AI Machine Learning & Data Science Research

UC Berkeley’s FastRLAP Learns Aggressive and Effective High-Speed Driving Strategies With <20 Minutes of Real-World

In the new paper FastRLAP: A System for Learning High-Speed Driving via Deep RL and Autonomous Practicing, a UC Berkeley research team proposes FastRLAP (Fast Reinforcement Learning via Autonomous Practicing), a system that autonomously practices in the real world and learns aggressive maneuvers to enable effective high-speed driving.

High-speed driving is thrilling, but presents serious challenges for humans and vision-based AI navigation models alike. The accelerated pace lessens the available reaction time for collision-free navigation and requires controllers that can handle both the vehicle’s dynamics and perceived obstacles under such conditions. Many prior approaches to this task have relied on imitation learning, but these require expert human demonstrations. Could effective high-speed driving performance be achieved by adapting navigational strategies to the vehicle autonomously?

A UC Berkeley research team explores this possibility in the new paper FastRLAP: A System for Learning High-Speed Driving via Deep RL and Autonomous Practicing, proposing Fast Reinforcement Learning via Autonomous Practicing. The FastRLAP system leverages sample-efficient end-to-end reinforcement learning and autonomous practicing in the real world to efficiently learn the “aggressive maneuvers” that enable high-speed driving.

The proposed FastRLAP comprises three main components: a finite state machine (FSM) that selects the next checkpoint for the online RL policy and automatically recovers from collisions to enable autonomous real-world practicing, a pretrained representation of visual observations that captures driving-specific features such as free space and obstacles, and a sample-efficient RL algorithm for online learning.

The RL policy is trained in the real world to reach FSM-indicated goals and improves by learning aggressive driving maneuvers in challenging environments. The researchers also bootstrap the RL policy with an offline representation of navigation-specific visual features learned from prior data to boost computational and sample-training efficiency.

In their empirical study, the team applied FastRLAP to a small RC car in various real-world environments, where it consistently recorded faster lap times and fewer collisions than ImageNet Pre-Training and Offline Rl baselines.
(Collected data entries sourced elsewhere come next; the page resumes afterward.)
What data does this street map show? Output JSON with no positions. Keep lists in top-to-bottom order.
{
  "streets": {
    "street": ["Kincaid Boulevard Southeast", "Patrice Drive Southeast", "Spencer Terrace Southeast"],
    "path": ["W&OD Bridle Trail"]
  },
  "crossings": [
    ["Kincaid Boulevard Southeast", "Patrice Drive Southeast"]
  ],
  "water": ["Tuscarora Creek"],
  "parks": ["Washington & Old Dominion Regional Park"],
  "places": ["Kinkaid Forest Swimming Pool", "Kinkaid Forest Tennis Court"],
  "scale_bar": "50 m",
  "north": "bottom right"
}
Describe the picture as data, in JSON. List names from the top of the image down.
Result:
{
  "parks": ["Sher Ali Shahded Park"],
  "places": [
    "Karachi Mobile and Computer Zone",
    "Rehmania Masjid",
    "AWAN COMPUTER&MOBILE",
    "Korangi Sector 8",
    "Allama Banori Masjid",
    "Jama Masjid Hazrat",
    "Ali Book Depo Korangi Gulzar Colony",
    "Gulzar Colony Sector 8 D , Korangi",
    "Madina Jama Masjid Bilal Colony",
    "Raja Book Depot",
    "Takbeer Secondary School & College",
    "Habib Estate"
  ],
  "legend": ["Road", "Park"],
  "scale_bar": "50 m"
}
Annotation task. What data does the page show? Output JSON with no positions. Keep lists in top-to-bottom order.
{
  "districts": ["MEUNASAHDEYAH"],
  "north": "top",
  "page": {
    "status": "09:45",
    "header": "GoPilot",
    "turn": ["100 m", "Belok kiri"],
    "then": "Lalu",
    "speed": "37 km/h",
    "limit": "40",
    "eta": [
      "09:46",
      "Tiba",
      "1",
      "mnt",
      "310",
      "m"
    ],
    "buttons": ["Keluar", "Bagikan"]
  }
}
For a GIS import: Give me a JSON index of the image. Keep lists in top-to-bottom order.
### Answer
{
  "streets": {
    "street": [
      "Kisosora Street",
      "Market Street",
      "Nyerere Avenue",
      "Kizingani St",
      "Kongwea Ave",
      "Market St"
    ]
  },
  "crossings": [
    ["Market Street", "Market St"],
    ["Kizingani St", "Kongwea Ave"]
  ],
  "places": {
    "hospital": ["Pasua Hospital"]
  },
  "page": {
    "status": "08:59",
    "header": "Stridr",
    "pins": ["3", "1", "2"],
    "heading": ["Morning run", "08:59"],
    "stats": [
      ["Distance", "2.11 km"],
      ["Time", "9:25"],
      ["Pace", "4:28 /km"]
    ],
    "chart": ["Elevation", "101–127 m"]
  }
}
Moreover, FastRLAP was able to learn its effective high-speed driving strategies with under 20 minutes of real-world training,

The team believes FastRLAP’s effective image-based high-speed driving abilities could also help advance the use of RL-based systems for learning complex and highly performant navigation skills in other real-world applications.

The FastRLAP code, additional experimental results and videos are available at sites.google.com/view/fastrlap. The paper FastRLAP: A System for Learning High-Speed Driving via Deep RL and Autonomous Practicing is on arXiv.